28 de noviembre de 2007

"El tigre, el arroz y el río" por Santiago Asorey

Siéntese señora, por favor. La mujer suspiró, muchas gracias. El penso en el resplandor de las curvas desagradables. La luz se filtraba a través de la ventanilla del colectivo sesenta y golpeaba con crueldad el culo flácido de la mujer. Era insoportable. No lo aguantaba: Moriría antes de bajarse en retiro. La ciudad era una sucesión de imágenes incoherentes que se desdoblaban ante la transpiración del vidrio. El cielo parecía estar hecho de imperfecciones, un sarpullido que dividía al mundo abierto y al vehículo que lo trasladaba.

Afuera las palomas volaban bien lejos de su camisa limpia. En la calle todo parecía lejano, inclusive el puterio escondido en algún barrio de Buenos Aires que por suerte no conocería nunca. Penso en la conexión imposible entre él y el mundo que lo rodeaba. Era claro que el negrito que se le había sentado al lado, a el, justo a él, poco tenia que ver con lo que significaba ser un humano. Esos ojos se perdían como si fuesen los restos de un paco recién consumido. Un espectáculo que preferiría nunca haber visto. De golpe; era mejor, casi mas saludable, ver desnuda a la señora que se había sentado. Sin embargo todo era parte de su safari. El discapacitado del frente visto a través de un vidrio imaginario parecía un animalito retorciéndose y exteriorizando su angustia. Sin saber porque se encontró excitado, cerraba los ojos y el recuerdo de una adolescente desnuda en su cama, como un ratón enredado por una boa, crecía y crecía filoso, entre sus piernas. Mientras observaba a todos, una cucaracha avanzaba bajo su asiento, le encantaba aplastarlas y sentir aquella sensación, tan cercana a la de un fumador dando la primer pitada, a la masturbación secreta, esa liberación de endorfinas ante el crujido del insecto que resuena en su estomago. Los veía a todos, una colonia de manchas marrones con antenas. Mezclarse entre toda la gente del colectivo de vez en cuando, era como ir al zoológico y sentir el olor duro de meo de elefante. La excitación de sus manos que veían y sentían todo, el metal pegajoso, el plástico caliente, el herpes del colectivero.

Dormir en un departamento de vanguardia minimalista. Coger de vez en cuando. Eso era su vida. Para él, estos viajes excepcionales significaban eso. Ver el funcionamiento preciso de la miseria de los demás. Solo existir a través de ellos, sentirlos cerca. Como las partes bajas de la señora y la grasa de las manos de un chico que se frotaba impune. Sus ojos escanabean al resto como si fuesen personajes de un cuento. Eran de un mundo que jamás conocería el desvelo por las largas obras nihilistas, la sensación de superioridad, los veranos en saint tropez, el oro del whisky en el insomnio de la noche. La minoría lujosa que observa desde un piso setentisiete a las hormigas yendo a trabajar. La vida vista desde un ventanal: Un profiláctico que lo protegía de las enfermedades de los negros de mierda.

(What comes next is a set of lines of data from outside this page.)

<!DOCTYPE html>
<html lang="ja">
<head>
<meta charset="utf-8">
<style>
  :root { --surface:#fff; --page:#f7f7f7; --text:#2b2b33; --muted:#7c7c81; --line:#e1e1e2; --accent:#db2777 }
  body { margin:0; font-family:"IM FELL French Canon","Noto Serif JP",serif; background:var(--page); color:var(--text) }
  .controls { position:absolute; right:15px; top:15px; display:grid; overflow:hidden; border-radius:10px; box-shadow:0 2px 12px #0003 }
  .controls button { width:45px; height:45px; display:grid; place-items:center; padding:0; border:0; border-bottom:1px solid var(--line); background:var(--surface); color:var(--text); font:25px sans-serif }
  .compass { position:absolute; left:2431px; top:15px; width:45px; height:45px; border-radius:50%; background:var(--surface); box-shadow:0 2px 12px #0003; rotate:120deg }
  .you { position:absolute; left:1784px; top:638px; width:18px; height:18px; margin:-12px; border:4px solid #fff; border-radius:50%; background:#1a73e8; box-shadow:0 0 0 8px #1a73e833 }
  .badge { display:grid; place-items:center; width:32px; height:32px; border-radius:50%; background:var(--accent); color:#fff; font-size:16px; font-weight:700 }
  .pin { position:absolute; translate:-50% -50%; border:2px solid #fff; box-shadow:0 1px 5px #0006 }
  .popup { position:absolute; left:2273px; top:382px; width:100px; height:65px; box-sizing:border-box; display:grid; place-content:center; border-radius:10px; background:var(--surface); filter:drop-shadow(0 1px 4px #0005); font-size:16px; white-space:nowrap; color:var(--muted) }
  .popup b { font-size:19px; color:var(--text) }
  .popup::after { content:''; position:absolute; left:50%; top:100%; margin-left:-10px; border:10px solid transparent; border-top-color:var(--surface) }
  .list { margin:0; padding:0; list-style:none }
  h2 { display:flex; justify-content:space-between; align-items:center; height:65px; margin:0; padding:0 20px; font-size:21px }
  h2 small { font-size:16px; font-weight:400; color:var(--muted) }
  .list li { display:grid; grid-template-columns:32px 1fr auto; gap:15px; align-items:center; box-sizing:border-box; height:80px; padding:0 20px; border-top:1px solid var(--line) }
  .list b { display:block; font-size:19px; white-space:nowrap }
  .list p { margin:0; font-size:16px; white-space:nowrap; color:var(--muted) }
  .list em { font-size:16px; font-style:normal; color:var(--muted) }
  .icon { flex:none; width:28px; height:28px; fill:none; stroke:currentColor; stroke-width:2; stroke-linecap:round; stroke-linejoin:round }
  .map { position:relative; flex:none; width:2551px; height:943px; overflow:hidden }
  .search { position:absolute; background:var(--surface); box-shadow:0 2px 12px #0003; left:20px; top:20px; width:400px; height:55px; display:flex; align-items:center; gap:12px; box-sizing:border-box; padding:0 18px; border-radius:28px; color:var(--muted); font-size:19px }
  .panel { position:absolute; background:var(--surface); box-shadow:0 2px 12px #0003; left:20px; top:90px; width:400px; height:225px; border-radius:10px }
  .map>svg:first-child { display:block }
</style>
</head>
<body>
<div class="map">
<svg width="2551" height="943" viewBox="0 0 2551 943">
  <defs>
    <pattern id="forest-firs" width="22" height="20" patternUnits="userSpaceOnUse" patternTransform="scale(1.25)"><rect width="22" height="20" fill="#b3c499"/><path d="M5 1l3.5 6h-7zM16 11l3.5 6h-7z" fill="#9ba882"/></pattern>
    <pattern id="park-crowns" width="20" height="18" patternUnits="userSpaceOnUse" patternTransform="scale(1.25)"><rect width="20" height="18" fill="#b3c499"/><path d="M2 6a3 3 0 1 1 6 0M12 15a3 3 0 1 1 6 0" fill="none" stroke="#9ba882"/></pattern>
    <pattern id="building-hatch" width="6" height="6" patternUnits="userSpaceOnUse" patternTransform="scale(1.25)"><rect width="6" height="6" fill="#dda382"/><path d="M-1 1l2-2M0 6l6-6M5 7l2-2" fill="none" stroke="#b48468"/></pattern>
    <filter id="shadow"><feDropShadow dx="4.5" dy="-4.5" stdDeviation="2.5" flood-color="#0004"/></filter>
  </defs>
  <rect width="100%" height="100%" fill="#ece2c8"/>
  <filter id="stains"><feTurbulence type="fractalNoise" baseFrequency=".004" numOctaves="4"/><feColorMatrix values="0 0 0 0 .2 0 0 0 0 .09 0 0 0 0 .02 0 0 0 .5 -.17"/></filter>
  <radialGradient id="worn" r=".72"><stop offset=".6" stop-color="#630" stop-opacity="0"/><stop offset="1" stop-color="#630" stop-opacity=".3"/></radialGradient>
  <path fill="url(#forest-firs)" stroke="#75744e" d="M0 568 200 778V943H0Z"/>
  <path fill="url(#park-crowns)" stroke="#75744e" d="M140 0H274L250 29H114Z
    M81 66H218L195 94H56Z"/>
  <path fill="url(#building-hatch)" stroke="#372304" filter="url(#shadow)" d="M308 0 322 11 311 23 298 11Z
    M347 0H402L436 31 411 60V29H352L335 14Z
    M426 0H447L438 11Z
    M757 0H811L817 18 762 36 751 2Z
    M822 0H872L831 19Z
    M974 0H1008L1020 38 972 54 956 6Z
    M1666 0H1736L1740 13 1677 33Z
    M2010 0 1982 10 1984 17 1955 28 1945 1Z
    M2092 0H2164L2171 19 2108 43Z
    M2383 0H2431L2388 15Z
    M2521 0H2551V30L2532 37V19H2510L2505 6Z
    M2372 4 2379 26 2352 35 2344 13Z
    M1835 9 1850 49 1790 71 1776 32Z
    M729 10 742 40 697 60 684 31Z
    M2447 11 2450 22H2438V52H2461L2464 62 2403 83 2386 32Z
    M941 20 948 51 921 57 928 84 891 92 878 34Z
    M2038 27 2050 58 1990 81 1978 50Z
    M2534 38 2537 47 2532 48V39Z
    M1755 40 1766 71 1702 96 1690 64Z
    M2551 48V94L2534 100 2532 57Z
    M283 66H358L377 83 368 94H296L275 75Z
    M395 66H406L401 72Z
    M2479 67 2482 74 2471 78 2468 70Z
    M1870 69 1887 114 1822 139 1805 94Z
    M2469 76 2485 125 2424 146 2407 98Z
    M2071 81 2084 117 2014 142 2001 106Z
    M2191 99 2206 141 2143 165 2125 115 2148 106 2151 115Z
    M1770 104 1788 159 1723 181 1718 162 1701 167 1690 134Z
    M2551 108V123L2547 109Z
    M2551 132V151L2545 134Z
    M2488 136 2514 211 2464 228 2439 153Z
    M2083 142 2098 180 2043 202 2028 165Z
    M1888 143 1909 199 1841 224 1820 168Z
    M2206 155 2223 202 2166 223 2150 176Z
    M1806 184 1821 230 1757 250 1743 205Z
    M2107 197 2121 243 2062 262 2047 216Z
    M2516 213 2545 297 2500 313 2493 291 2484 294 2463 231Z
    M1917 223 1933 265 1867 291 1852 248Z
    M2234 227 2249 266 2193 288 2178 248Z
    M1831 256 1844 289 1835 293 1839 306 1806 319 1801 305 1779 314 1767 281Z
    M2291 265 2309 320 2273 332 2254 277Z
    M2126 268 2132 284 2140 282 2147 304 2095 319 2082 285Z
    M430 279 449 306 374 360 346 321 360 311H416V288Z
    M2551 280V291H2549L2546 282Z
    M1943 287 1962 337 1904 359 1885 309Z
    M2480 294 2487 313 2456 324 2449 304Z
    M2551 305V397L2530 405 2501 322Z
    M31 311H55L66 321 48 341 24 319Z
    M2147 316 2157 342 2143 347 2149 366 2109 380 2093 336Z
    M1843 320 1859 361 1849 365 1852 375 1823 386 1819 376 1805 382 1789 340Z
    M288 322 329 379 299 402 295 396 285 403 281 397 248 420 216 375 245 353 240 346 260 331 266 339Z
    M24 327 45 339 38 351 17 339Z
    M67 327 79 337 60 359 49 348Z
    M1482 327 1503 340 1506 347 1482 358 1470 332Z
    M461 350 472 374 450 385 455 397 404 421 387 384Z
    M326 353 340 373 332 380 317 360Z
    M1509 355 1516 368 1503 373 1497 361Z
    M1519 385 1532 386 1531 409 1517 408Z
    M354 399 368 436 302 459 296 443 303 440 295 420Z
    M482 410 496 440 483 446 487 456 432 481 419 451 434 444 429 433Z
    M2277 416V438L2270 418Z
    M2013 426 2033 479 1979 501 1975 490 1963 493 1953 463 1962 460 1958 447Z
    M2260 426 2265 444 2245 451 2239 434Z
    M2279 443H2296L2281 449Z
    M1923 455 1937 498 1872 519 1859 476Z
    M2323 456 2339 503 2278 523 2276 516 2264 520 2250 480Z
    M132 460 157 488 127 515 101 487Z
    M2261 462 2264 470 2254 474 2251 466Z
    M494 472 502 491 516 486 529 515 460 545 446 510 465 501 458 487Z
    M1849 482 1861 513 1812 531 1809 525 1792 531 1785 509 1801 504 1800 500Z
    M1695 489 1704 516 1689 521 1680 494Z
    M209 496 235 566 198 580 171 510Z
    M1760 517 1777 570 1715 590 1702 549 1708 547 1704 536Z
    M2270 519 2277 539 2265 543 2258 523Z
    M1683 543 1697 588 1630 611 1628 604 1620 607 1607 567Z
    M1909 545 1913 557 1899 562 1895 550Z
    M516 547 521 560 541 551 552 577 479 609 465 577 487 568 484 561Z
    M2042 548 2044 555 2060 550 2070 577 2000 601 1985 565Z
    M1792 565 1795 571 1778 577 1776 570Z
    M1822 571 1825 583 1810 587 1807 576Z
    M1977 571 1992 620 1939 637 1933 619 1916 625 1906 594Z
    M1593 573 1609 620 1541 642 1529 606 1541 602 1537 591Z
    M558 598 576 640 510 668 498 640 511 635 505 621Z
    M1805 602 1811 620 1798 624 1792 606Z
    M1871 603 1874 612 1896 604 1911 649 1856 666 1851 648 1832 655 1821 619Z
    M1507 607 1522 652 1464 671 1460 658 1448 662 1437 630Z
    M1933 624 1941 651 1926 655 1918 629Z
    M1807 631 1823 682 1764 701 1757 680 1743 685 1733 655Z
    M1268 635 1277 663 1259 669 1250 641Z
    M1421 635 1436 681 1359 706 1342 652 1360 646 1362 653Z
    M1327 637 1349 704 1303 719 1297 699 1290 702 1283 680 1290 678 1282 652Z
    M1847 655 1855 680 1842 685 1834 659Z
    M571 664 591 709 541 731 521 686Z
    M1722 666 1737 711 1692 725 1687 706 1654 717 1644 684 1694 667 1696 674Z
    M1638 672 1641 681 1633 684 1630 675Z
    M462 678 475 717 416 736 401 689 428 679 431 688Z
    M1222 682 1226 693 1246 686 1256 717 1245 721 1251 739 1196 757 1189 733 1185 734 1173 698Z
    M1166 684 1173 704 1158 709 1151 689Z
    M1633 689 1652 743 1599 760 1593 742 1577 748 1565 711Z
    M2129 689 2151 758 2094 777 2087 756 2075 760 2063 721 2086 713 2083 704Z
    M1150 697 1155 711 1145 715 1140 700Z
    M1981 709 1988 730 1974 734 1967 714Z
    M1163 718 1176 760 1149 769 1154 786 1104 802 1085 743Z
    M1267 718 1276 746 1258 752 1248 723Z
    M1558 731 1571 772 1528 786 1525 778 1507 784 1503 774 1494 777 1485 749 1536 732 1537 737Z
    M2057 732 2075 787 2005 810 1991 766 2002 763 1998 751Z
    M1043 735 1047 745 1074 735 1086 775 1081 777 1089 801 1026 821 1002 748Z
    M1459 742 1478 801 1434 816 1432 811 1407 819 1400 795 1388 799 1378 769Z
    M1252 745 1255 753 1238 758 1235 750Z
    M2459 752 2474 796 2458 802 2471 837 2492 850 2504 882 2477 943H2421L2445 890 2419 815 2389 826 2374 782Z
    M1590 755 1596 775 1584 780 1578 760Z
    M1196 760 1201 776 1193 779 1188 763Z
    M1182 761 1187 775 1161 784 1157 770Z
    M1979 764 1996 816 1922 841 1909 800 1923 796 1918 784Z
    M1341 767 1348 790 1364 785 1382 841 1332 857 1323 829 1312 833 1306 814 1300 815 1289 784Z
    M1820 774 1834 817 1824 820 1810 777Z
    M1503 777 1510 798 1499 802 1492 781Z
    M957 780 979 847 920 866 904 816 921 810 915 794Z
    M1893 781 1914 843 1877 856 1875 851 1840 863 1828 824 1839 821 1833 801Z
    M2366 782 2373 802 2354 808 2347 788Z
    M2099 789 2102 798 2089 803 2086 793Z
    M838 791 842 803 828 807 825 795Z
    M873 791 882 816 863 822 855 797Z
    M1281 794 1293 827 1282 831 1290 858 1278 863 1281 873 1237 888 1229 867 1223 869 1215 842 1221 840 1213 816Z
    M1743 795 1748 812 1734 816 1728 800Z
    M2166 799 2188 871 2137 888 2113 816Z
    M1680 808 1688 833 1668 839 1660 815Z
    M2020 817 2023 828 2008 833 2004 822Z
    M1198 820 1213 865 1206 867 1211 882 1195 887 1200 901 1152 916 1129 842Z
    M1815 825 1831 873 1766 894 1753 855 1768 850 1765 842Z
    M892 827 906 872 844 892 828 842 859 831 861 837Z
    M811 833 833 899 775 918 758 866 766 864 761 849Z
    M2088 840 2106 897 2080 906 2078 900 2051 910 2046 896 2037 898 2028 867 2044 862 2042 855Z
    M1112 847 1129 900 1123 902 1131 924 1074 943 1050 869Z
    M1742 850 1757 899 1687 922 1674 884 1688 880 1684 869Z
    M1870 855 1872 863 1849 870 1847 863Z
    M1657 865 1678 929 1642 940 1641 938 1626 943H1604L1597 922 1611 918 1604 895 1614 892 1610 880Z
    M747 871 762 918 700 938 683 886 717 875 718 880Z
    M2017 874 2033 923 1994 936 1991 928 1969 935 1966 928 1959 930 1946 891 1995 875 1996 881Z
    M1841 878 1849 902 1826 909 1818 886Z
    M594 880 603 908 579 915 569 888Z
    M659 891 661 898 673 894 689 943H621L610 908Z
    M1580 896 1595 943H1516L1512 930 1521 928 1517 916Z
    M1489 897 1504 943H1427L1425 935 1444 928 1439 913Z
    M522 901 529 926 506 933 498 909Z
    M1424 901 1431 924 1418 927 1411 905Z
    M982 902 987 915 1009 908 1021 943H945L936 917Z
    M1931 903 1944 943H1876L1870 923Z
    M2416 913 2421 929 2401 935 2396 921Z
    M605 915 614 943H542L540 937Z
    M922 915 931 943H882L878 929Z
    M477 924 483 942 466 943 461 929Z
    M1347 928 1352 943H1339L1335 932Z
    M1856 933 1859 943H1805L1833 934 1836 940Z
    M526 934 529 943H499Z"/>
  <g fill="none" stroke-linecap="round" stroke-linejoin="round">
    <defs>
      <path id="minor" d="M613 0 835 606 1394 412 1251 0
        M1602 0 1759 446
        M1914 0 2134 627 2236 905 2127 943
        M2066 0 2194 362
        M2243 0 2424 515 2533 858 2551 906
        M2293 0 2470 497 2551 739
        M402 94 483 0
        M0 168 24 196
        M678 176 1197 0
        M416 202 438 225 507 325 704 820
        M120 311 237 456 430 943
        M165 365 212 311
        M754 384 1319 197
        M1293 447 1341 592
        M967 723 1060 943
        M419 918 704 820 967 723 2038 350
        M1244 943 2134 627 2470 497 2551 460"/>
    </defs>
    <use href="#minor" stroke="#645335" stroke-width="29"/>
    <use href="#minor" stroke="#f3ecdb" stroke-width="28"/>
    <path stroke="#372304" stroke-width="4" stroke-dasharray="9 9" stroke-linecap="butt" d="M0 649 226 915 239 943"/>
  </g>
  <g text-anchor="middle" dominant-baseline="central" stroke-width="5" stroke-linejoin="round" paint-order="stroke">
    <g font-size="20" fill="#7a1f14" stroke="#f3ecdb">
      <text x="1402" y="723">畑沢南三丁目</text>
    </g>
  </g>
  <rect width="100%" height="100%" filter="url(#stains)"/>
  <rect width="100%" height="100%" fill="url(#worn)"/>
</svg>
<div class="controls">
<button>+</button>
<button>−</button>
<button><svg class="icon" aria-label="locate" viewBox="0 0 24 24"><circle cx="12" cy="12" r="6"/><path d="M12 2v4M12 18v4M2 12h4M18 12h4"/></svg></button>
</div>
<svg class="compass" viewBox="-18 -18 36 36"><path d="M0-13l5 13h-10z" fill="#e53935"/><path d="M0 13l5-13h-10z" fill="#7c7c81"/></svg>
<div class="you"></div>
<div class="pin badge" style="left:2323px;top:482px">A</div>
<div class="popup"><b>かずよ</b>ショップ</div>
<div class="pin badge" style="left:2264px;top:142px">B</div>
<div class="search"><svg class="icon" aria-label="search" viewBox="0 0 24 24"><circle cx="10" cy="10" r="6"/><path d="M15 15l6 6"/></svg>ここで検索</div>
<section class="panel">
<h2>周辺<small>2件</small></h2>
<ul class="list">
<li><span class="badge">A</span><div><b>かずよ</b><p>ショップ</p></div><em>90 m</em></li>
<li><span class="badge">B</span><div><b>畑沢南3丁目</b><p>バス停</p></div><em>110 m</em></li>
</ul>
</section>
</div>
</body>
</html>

Se bajo del colectivo con la seguridad de que al cruzar la calle como todos los miércoles, una adolescente angelical esperaba. Caminarían escondidos hasta entrar de la mano a un edificio con tres estrellas fosforescentes y figuras eróticas en la puerta. Pensó un segundo en un viejo poema de oriente, un campesino creía que podía ser tigre, arroz y río al mismo tiempo. No supo explicarse la mueca de satisfacción. Lo sacudió una ráfaga de miedo. Tuvo la sensación de sentirse asesino sin nunca haber matado. Su sonrisa no era la de un hombre que salía de los bosques de Palermo en la madrugada. Él lo sabía pero su cuerpo no. Miro el cielo y sintió que las nubes estaban abiertas de piernas.